For engineering teams, the next evaluation checklist should start with the work ledger, not the prompt. Record which subtask each agent created, which files each subagent read and wrote, when build or test output became stale, what the Auditor checked, and why the final result was not a hardcoded facade. A human reviewing the final pull request should not only ask whether "AI wrote it." The review should show which worker changed what under which contract, and which reviewer or critic verified which claim.

Antigravity's OS experiment contains both spectacle and a concrete operating signal. FreeDoom booting inside an AI-built OS is a strong demo. Google's own limitation list makes clear that this does not replace modern OS development. The more realistic change is that coding agents are becoming small execution organizations: watchdogs, reviewers, critics, auditors, and worker pools rather than a single chat partner. The bill for that organization is starting to be counted in billions of tokens and thousand-dollar runs.

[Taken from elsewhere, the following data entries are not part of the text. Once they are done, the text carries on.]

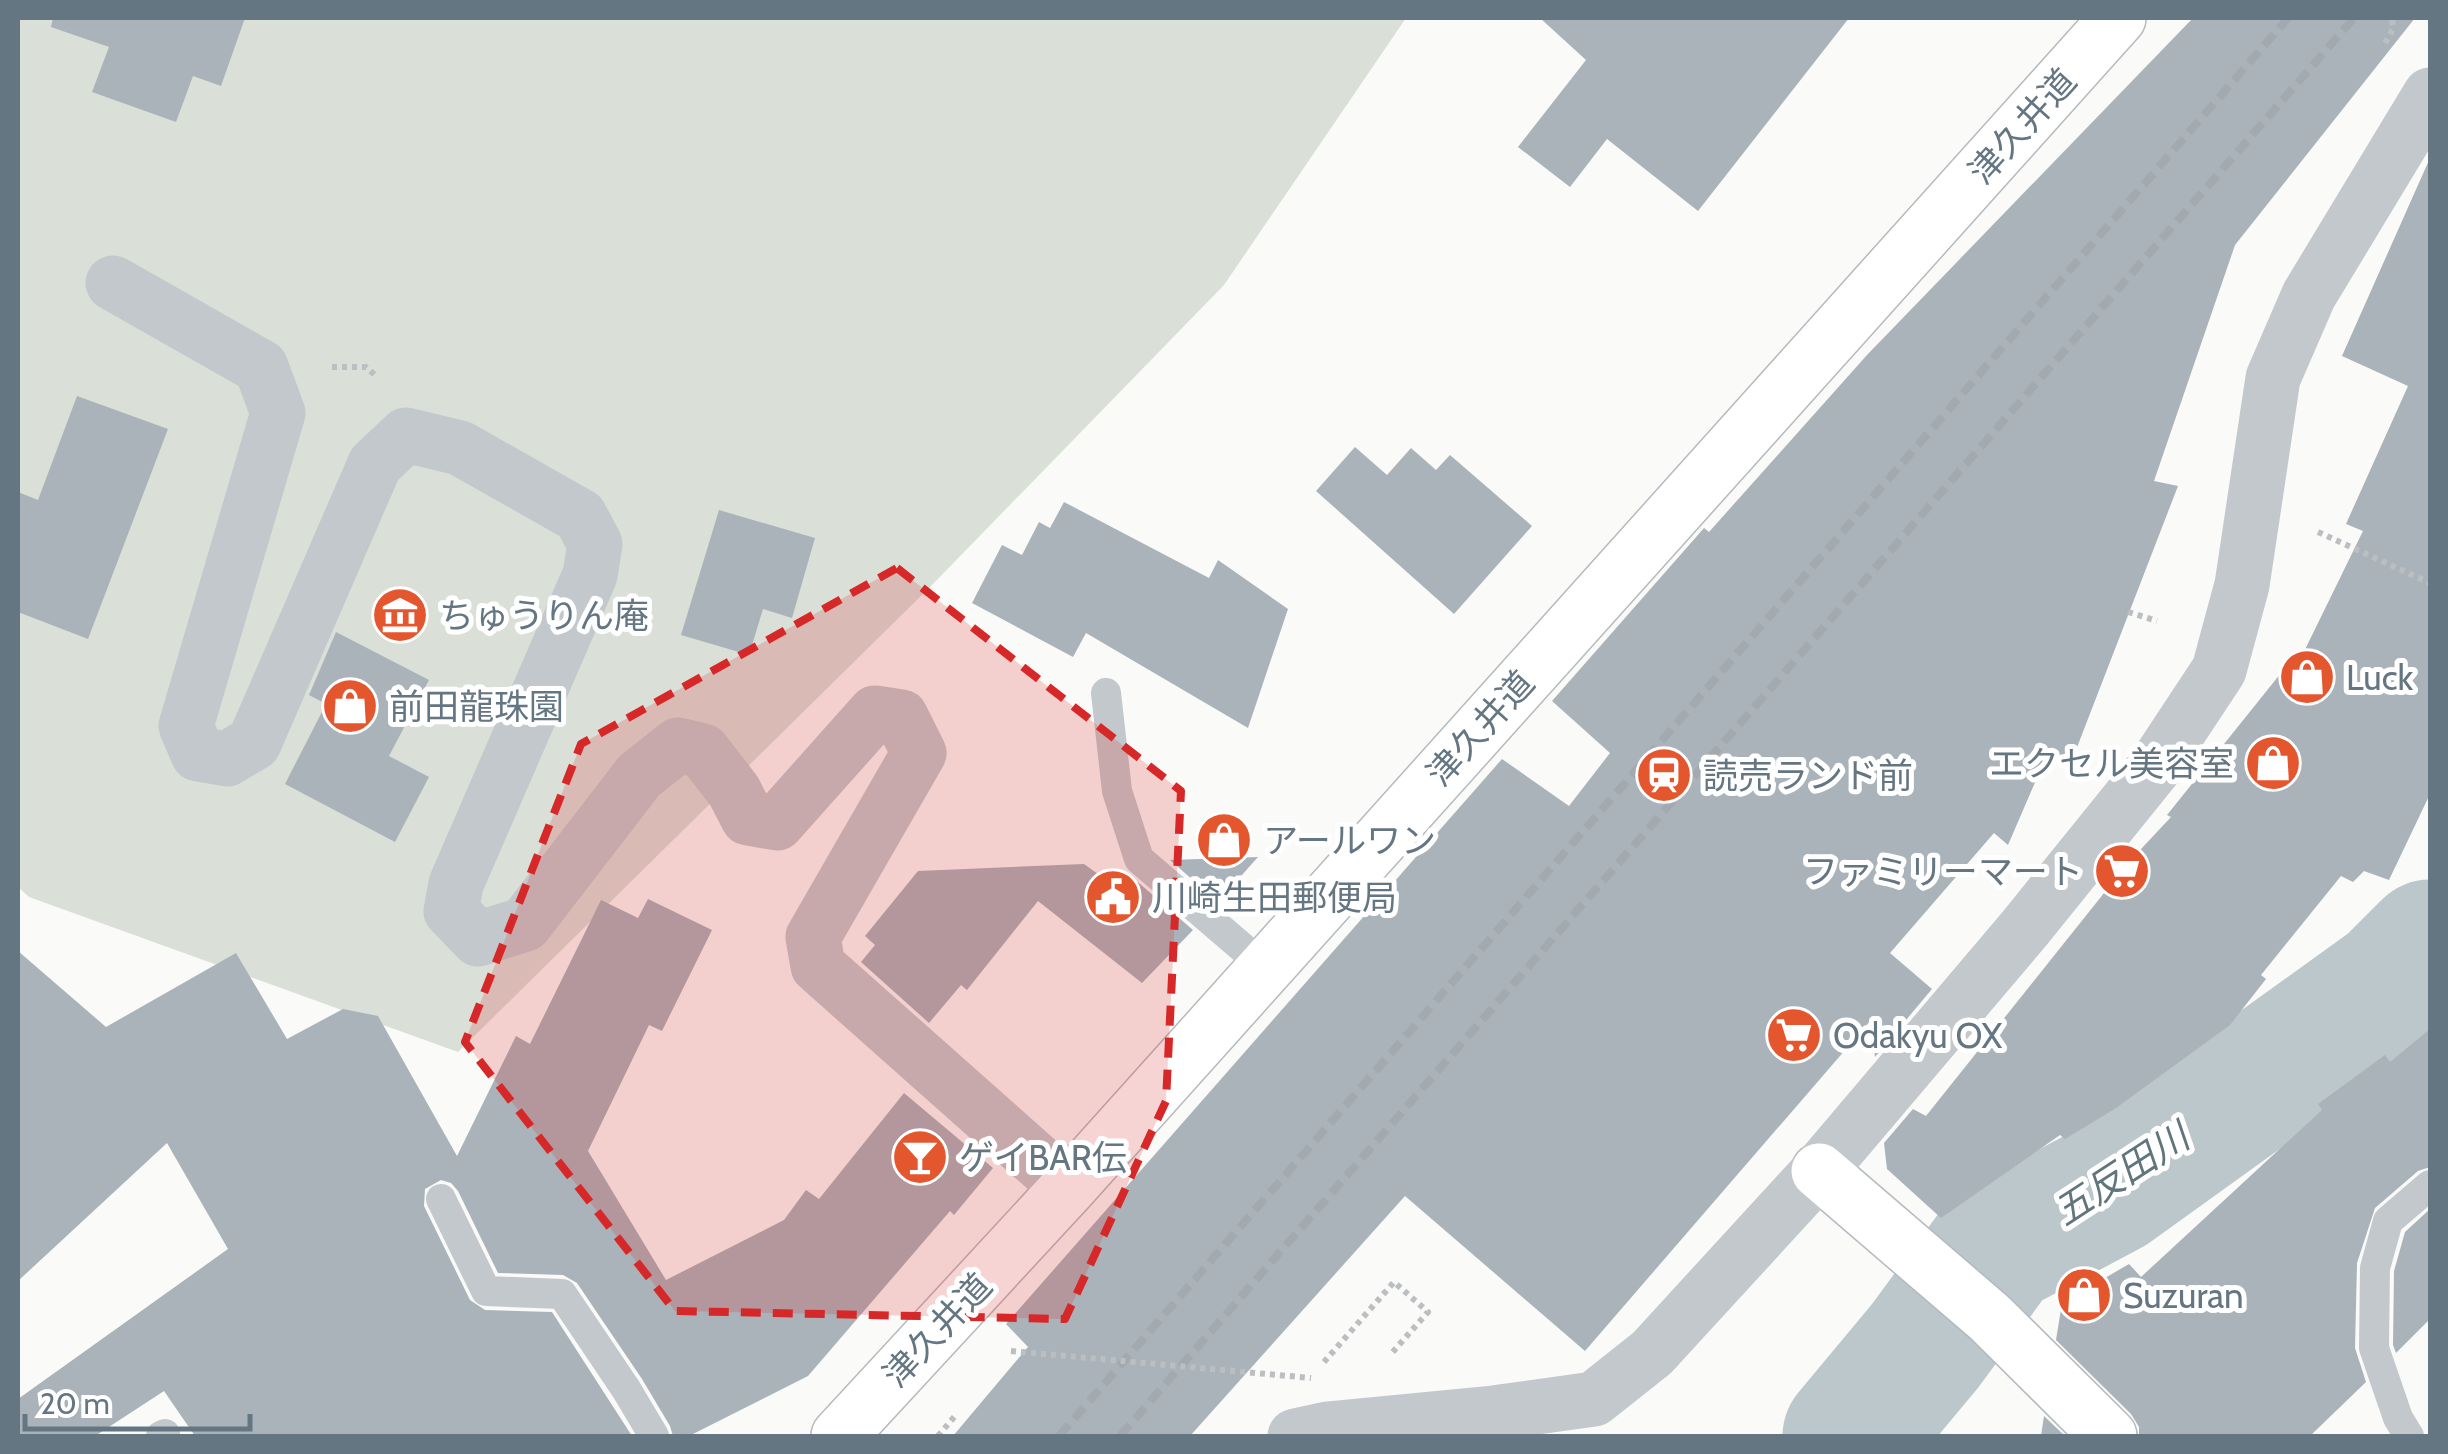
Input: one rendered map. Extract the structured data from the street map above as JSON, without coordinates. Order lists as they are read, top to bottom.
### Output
{
  "streets": {
    "main road": ["津久井道"]
  },
  "water": ["五反田川"],
  "places": {
    "museum": ["ちゅうりん庵"],
    "shop": [
      "Luck",
      "前田龍珠園",
      "エクセル美容室",
      "アールワン",
      "Suzuran"
    ],
    "station": ["読売ランド前"],
    "supermarket": ["ファミリーマート", "Odakyu OX"],
    "public building": ["川崎生田郵便局"],
    "bar": ["ゲイBAR伝"]
  },
  "scale_bar": "20 m"
}
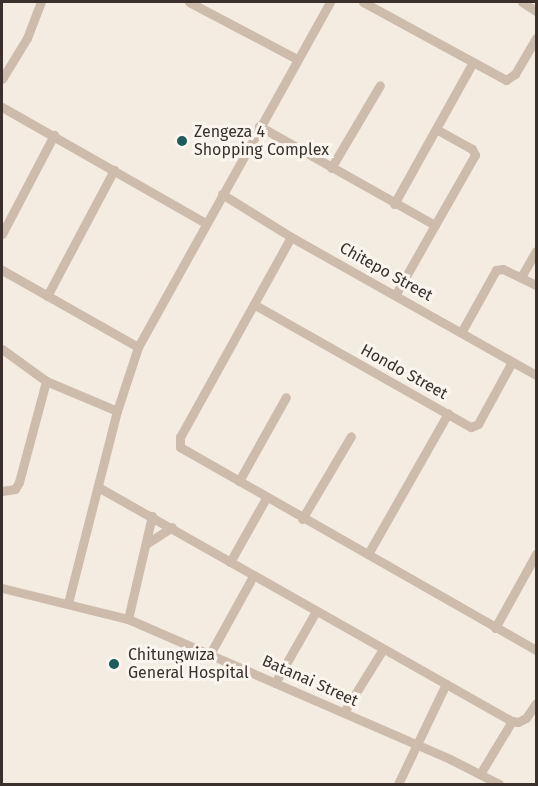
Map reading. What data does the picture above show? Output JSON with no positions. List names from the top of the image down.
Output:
{
  "streets": {
    "street": ["Chitepo Street", "Hondo Street", "Batanai Street"]
  },
  "crossings": [
    ["Chitepo Street", "Hondo Street"]
  ],
  "places": ["Zengeza 4 Shopping Complex", "Chitungwiza General Hospital"]
}
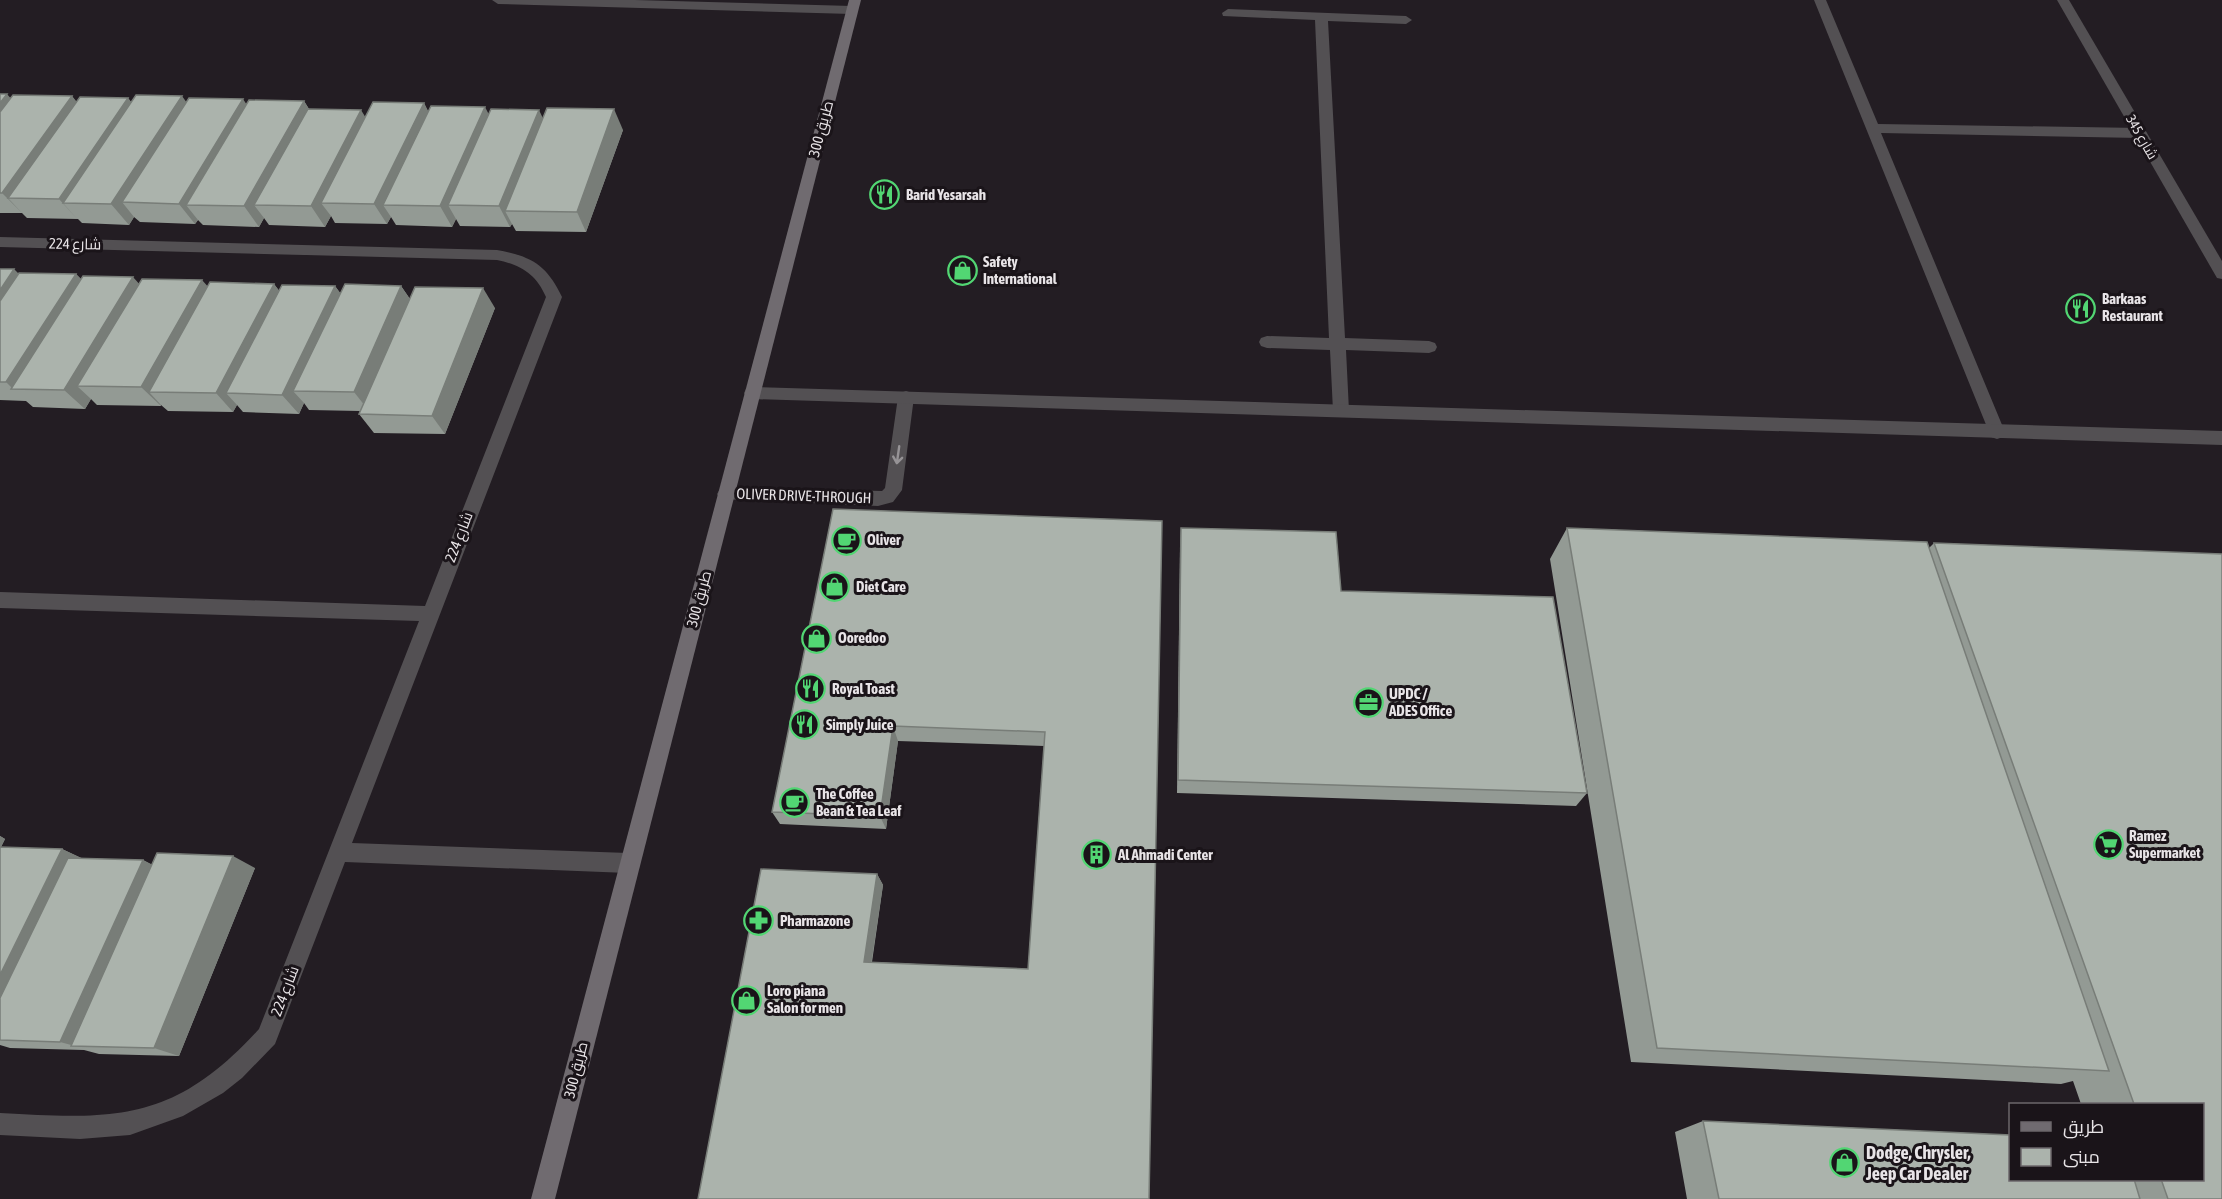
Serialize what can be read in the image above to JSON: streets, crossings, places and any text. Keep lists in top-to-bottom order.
{
  "streets": {
    "main road": ["طريق 300"],
    "street": ["شارع 345", "شارع 224", "OLIVER DRIVE-THROUGH"]
  },
  "crossings": [
    ["طريق 300", "OLIVER DRIVE-THROUGH"]
  ],
  "places": {
    "restaurant": [
      "Barid Yesarsah",
      "Barkaas Restaurant",
      "Royal Toast",
      "Simply Juice"
    ],
    "shop": [
      "Safety International",
      "Diet Care",
      "Ooredoo",
      "Loro piana Salon for men",
      "Dodge, Chrysler, Jeep Car Dealer"
    ],
    "cafe": ["Oliver", "The Coffee Bean & Tea Leaf"],
    "office": ["UPDC / ADES Office"],
    "supermarket": ["Ramez Supermarket"],
    "building": ["Al Ahmadi Center"],
    "pharmacy": ["Pharmazone"]
  },
  "legend": ["طريق", "مبنى"]
}
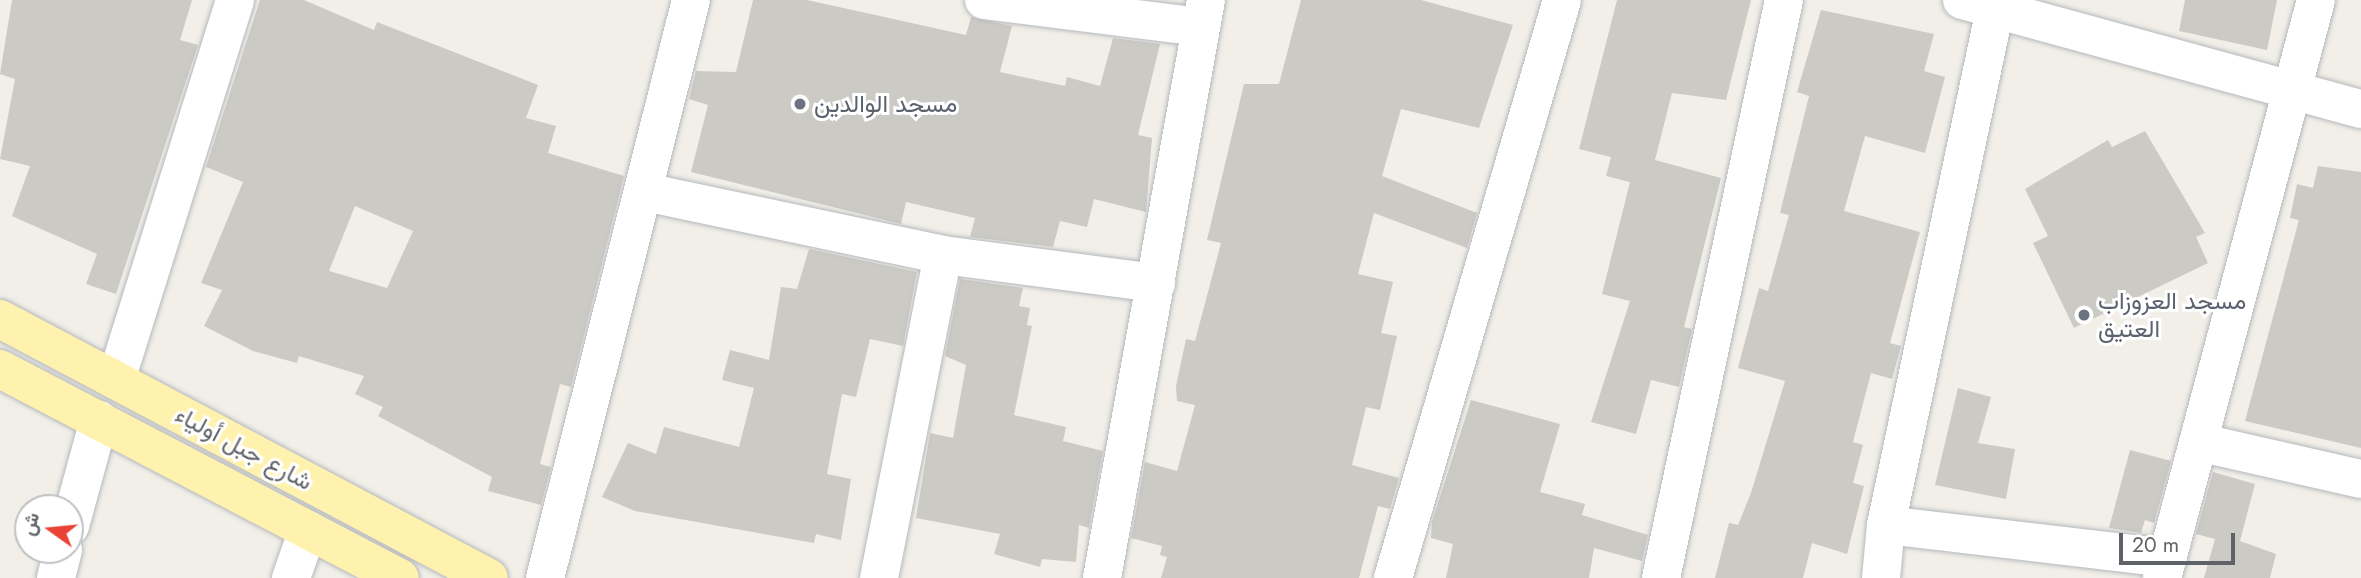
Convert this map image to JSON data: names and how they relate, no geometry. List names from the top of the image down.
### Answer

The preview will not become the default workflow for every team next week. Access is limited, the local machine must stay awake, and a thousand-dollar successful run still sits on top of failed attempts and verification cost. But Google's published numbers change the scorecard. The buying question is becoming less "does this model write code well?" and more "can this agent team finish a long task at a known cost, with bounded permissions, restartable state, and an audit log a developer can trust?"